Писательство, если прислушиваться к логике, должно быть естественным актом, одной из функций здорового человеческого организма, такой же, как речь, ходьба и дыхание. У нас должен быть доступ к нестихающему повествовательному потоку, ревущей реке слов, что омывает наши умы; должна быть возможность направлять течение в четкое русло организованной мысли, чтобы другие могли все это прочесть. Посмотрите, сколько всего у нас уже есть: некоторая степень образованности, дающая нам контроль над письменным и устным языком; возможность пользоваться компьютером или карандашом; наконец, воображение, которое естественным образом превращает события нашей жизни в истории, где переплетаются правда и вымысел. У всех есть идеи – бывает, что неплохие, – не говоря уже о том хороводе запутанных эмоций, которым одаривает нас детство. Короче, внутри каждого сидит история, необходимо лишь взять и записать ее.
Но именно здесь, в тот самый момент, когда мы садимся за письменный стол, все начинает рушиться. Во время автограф-сессий, в продуктовых магазинах, на каждой коктейльной вечеринке, где мне доводилось бывать, ко мне подходят люди и говорят, что у них есть отличная идея для книги. Я получаю письма, авторы которых пытаются сделать мне предложение-от-которого-я-не-смогу-отказаться: «Моя история покорит рынок, станет новой американской классикой. К сожалению, из-за плотного рабочего графика, у меня нет времени работать над книгой самостоятельно. Собственно, ваше участие…» Дальше следуют условия некой сделки – обычно пятьдесят на пятьдесят, хотя иные менее щедры. Мне нужно лишь согласиться, и он или она расскажет мне («Захватывающую!», «Незабываемую!») историю, а я запишу с его или ее слов – задача, как предполагается, едва ли сложнее, чем у расшифровщика интервью. Как те залетные интернет-письма, что начинаются с приветствия «Уважаемый Сэр или Мадам» и сообщают о бесчисленных миллионах, которые вскоре мне достанутся: «Это невероятная удача».

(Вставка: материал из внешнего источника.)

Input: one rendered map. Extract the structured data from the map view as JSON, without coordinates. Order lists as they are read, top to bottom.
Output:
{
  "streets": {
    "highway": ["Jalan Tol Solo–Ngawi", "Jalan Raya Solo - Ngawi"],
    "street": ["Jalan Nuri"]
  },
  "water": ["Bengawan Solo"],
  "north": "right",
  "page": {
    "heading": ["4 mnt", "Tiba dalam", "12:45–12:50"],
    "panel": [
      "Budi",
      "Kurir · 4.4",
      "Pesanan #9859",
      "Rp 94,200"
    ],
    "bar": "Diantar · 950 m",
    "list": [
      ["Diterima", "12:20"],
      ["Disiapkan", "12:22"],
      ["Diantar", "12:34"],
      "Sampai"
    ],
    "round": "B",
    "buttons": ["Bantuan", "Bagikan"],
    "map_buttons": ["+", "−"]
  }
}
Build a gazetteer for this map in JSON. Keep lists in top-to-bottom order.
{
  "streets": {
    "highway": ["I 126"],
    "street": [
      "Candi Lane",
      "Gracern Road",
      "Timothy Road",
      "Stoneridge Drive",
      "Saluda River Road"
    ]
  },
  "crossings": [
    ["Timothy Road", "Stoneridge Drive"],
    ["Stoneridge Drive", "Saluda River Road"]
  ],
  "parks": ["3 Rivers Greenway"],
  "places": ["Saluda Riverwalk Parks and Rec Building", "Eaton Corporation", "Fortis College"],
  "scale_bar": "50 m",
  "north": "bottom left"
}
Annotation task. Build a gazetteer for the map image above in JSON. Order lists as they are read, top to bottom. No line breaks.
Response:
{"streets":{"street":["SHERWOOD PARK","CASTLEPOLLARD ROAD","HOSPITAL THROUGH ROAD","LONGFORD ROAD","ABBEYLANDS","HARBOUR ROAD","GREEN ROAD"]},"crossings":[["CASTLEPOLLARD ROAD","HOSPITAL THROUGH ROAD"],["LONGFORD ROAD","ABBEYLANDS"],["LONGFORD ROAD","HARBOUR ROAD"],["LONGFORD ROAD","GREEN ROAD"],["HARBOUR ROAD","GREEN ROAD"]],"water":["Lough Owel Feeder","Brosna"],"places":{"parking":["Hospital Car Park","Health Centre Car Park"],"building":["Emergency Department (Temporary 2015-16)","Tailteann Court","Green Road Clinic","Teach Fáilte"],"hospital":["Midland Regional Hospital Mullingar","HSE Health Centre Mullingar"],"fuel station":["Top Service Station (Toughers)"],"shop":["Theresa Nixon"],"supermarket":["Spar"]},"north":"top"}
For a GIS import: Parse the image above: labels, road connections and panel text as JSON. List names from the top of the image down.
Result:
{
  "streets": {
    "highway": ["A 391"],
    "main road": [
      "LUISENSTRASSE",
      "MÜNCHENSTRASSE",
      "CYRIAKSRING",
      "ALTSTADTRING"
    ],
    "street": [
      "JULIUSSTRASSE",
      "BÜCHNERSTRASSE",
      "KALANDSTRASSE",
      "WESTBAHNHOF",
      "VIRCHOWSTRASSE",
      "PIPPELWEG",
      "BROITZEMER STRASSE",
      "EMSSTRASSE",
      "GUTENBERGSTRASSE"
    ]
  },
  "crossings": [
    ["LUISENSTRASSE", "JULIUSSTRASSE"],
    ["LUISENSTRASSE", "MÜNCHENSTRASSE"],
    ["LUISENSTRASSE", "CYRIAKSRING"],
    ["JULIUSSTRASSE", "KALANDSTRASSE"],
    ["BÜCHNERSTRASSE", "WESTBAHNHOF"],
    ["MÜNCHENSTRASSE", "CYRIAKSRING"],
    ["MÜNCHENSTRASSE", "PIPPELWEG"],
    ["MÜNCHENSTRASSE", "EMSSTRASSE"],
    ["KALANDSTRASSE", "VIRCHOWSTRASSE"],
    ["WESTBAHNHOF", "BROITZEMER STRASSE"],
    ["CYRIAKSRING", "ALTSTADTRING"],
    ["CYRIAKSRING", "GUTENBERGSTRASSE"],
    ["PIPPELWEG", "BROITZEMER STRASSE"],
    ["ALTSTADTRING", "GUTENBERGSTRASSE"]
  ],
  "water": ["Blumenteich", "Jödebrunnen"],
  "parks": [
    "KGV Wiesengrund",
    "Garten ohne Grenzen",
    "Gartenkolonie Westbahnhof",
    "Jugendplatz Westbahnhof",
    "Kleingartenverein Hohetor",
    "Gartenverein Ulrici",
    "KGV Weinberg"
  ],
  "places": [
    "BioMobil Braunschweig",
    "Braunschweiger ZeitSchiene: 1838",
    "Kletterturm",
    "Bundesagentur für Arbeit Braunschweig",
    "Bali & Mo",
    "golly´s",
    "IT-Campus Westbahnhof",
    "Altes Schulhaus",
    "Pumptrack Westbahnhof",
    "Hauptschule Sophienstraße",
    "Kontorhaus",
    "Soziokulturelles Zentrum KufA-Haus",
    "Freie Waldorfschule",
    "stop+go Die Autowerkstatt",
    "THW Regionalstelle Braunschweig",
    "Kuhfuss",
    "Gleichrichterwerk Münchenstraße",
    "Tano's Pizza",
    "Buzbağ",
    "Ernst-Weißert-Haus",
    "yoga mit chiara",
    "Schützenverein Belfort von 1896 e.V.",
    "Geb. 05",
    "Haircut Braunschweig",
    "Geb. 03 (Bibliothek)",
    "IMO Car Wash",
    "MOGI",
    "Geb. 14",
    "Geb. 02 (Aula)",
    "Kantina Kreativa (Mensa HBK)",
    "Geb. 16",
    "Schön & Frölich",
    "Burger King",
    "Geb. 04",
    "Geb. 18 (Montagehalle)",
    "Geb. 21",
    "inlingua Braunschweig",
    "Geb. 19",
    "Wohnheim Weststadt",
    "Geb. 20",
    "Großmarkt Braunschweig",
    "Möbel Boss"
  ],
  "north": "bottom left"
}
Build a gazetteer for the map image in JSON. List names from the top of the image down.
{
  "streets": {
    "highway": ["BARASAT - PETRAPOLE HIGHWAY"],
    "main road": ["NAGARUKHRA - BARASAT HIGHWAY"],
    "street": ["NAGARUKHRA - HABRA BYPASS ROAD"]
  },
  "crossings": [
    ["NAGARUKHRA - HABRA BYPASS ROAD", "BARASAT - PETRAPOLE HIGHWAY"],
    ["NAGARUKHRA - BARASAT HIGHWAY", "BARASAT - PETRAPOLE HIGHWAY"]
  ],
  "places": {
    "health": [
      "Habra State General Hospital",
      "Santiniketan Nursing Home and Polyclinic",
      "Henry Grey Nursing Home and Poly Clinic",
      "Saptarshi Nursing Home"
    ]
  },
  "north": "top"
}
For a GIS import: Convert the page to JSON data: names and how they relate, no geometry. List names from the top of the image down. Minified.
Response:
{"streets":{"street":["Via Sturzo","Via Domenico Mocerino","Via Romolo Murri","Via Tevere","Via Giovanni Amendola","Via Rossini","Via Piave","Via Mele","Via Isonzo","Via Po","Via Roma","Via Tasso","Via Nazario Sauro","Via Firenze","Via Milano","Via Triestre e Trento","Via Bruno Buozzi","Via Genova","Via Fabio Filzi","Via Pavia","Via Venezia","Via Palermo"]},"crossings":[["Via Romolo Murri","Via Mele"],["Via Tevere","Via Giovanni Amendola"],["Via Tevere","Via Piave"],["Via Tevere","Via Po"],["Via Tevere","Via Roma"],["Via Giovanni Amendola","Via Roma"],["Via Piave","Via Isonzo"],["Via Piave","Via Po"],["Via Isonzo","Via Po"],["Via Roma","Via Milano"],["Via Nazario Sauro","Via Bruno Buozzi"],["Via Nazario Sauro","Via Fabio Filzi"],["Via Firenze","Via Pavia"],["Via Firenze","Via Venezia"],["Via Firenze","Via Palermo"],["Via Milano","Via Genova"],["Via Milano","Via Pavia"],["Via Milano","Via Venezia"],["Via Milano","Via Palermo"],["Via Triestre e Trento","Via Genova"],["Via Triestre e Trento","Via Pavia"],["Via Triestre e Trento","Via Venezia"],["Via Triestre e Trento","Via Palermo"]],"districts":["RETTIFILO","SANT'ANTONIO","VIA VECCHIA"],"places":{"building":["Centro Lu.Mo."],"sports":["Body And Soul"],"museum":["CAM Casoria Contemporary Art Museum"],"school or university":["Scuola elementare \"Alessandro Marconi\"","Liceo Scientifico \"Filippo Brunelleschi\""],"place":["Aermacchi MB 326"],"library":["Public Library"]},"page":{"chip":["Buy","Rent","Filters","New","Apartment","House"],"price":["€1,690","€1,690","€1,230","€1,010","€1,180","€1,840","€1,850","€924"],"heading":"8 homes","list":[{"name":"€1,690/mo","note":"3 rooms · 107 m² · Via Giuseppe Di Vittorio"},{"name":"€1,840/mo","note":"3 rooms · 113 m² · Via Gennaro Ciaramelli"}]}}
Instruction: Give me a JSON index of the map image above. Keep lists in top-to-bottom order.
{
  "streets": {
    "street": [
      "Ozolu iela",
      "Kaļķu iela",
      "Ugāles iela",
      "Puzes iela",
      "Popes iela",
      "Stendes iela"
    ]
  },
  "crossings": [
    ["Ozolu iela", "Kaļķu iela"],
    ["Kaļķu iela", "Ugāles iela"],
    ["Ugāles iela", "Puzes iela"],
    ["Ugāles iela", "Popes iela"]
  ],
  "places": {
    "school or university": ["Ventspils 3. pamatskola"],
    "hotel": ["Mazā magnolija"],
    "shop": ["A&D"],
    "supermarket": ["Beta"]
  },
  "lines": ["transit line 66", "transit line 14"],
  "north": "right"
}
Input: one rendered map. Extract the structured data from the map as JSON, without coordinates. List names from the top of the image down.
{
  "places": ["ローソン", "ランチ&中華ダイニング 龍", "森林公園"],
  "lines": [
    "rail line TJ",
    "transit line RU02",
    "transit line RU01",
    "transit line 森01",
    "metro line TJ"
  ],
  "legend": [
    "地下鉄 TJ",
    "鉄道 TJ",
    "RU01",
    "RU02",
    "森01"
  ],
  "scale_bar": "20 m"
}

Я сочувствую этим людям, хотя они считают, мне просто недостает ума, чтобы войти в их положение. Пользуясь случаем, я также хотела бы извиниться перед Эми Блум: как-то раз, когда мы безостановочно подписывали книги после организованного «Нью-Йорк Таймс» ланча писателей и читателей (среди прочих там были Алан Алда, Крис Мэтьюз, Стивен Л. Картер – очень насыщенное мероприятие), ко мне подошла пожилая женщина и сказала, что история ее семьи, покинувшей далекую родину, бесценна, прекрасна и до такой степени поражает воображение, что ее просто необходимо превратить в книгу, и право написать эту книгу она доверяет мне. Я вежливо, но твердо отказалась: уверена, это потрясающая история, но у меня едва ли найдется время написать о путешествии моей собственной семьи, покинувшей далекую родину, не говоря уже о вымышленных сюжетах. Ее это не остановило, и вот она уже набрасывает словесные портреты своих родителей, поминая их злоключения и жертвы. «Нет, – сказала я, стараясь не терять самообладания. – Я этим не занимаюсь». Но куда там. Женщина подалась вперед и вцепилась в край стола на случай, если кто-то вздумает ее оттащить. Никакой другой ответ, кроме «да», здесь бы не помог. Очередь за ее спиной росла; люди хотели побыстрее получить мой автограф, чтобы, уже ни на что не отвлекаясь, пойти и выразить свое восхищение Алану Алде (который безусловно этого заслуживал). Когда у меня закончились уловки, я посоветовала ей обратиться к Эми Блум. «Ее это может заинтересовать», – сказала я, указывая ручкой через три стола. Женщина, захваченная вновь открывшейся перспективой, тут же переметнулась в очередь к Эми. С моей стороны это был недопустимый поступок, и я прошу прощения.